# Strath-Vegas Turkeyfest Bands?



## hush (Sep 8, 2006)

With so many folks on this board living in SW Ontario I was wondering if anyone is playing Turkeyfest this year. James on Bass' band Frozen Rotten is on the myFM stage from 13:30-14:00 Saturday the 23rd. I'm jamming with a few folks as "Homegrown" on Fri from 4-5 on the main stage. Anyone else?


BTW "Turkeyfest" = Strathroy, Ontario's town fair - http://www.turkeyfest.ca/
This used to be sponsored by Cuddy Foods, whose main business is turkey eggs; the Lions Club sponsors it now and they kept the name.


----------



## james on bass (Feb 4, 2006)

Frozen Rotten is gonna rock the eggs right out of the turkeys!!! 
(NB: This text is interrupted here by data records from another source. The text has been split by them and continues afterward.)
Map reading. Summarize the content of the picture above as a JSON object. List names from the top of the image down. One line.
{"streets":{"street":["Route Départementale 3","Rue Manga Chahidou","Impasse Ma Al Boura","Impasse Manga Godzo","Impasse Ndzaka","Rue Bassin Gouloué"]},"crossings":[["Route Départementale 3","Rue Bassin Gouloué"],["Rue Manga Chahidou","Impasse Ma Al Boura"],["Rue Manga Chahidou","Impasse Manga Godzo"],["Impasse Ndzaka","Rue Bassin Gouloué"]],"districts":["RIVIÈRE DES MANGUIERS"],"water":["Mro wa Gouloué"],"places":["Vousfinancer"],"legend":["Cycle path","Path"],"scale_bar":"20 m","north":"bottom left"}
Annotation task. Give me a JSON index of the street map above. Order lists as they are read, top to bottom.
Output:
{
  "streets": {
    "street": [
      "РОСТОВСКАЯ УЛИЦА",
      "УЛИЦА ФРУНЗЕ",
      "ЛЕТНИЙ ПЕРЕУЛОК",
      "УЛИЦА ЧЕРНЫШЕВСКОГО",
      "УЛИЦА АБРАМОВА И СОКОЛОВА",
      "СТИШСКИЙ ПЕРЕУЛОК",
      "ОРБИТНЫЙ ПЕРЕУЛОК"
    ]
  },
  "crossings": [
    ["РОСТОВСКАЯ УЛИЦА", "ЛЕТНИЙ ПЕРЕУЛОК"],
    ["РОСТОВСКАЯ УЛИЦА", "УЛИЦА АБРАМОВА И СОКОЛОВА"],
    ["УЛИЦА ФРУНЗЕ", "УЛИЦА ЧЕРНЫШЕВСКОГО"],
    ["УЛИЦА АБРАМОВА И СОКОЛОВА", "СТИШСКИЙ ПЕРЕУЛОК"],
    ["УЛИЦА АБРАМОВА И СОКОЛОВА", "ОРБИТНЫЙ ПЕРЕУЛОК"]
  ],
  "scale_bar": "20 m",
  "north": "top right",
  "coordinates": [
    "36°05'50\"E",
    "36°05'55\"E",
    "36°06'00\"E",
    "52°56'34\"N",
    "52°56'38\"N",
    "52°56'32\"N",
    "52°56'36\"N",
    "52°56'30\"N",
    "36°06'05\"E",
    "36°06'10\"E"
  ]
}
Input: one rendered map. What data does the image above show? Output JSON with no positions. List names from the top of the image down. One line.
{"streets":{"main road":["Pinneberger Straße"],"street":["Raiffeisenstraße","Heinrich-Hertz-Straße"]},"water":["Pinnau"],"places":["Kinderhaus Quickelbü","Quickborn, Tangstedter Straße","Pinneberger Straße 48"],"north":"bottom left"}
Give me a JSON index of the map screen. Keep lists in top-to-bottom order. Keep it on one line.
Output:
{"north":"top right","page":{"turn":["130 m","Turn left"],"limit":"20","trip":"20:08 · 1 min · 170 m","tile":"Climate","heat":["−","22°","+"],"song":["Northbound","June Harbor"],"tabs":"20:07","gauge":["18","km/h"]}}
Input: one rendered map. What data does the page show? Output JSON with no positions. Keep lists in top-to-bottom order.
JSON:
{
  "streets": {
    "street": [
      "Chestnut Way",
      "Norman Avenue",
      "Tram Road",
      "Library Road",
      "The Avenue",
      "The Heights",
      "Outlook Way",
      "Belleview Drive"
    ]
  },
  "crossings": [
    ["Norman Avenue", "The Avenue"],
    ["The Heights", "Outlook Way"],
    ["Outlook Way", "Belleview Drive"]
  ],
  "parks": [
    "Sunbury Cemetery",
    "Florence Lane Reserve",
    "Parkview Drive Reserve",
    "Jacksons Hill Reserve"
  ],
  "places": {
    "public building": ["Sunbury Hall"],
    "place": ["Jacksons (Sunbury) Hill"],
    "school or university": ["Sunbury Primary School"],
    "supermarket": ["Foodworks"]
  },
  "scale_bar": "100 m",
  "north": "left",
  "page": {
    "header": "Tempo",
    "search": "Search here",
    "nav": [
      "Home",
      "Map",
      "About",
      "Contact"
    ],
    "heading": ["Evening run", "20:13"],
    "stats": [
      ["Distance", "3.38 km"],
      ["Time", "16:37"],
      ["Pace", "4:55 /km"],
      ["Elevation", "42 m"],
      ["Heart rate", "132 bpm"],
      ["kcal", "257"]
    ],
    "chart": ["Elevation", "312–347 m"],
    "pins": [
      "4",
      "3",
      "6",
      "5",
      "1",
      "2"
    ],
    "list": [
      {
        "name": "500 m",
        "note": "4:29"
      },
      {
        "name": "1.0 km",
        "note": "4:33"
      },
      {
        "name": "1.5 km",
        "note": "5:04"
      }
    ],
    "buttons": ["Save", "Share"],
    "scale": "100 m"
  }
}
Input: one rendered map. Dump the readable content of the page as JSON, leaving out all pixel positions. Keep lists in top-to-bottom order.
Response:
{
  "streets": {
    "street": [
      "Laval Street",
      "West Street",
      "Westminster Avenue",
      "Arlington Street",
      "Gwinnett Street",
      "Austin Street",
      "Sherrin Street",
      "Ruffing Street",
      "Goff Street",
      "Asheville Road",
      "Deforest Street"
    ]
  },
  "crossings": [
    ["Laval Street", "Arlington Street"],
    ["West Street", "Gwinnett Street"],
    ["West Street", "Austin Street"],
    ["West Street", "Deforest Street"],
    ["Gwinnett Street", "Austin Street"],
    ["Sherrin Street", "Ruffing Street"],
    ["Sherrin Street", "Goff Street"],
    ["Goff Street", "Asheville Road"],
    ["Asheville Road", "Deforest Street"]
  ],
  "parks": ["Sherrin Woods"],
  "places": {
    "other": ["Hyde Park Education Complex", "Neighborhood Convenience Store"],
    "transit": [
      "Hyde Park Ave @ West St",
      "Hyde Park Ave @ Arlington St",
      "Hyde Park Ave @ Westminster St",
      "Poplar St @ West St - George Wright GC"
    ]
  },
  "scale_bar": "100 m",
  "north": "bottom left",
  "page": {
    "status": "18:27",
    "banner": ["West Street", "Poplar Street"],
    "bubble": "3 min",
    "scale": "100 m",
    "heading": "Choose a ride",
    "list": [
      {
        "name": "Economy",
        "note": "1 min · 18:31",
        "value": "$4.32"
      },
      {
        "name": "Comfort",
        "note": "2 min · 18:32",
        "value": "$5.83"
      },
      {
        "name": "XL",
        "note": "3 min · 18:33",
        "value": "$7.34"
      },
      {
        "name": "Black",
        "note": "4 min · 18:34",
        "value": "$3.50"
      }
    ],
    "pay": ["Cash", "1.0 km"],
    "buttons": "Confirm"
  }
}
30 minute gig right in the middle of the afternoon. :zzz: Almost a total waste of time. A friend of mine moonlights as the sportscaster for MyFm so he asked me to play. 
Middle of the afternoon for the families, I think we are going to leave the Sabbath, Zeppelin, Rush, Floyd etc... at home and play some of our filler material like Billy Joel, CCR, Hip etc... Of course, if someone were to say, yell out "play some Zeppelin", we might just have to cater to the audience requests. :wink:

We're really hoping that a band or two doesn't show up so we can get an hour gig in. We tried to tie it in to an evening gig at the Derby or Leo's, but the bars were already booked.


----------



## hush (Sep 8, 2006)

james on bass said:


> ... Of course, if someone were to say, yell out "play some Zeppelin", we might just have to cater to the audience requests. :wink:


Consider it done my friend (if I can pull my daughter away from the midway)


----------



## Hamm Guitars (Jan 12, 2007)

If I don't get another booking, I'll be working at the Gables in Grand Bend which is not far from there. 

I'll show up with the family and and yell 'War Pigs' until they throw us out of the joint if I am not otherwise engaged.


----------



## james on bass (Feb 4, 2006)

Hamm Guitars said:


> If I don't get another booking, I'll be working at the Gables in Grand Bend which is not far from there.
> 
> I'll show up with the family and and yell 'War Pigs' until they throw us out of the joint if I am not otherwise engaged.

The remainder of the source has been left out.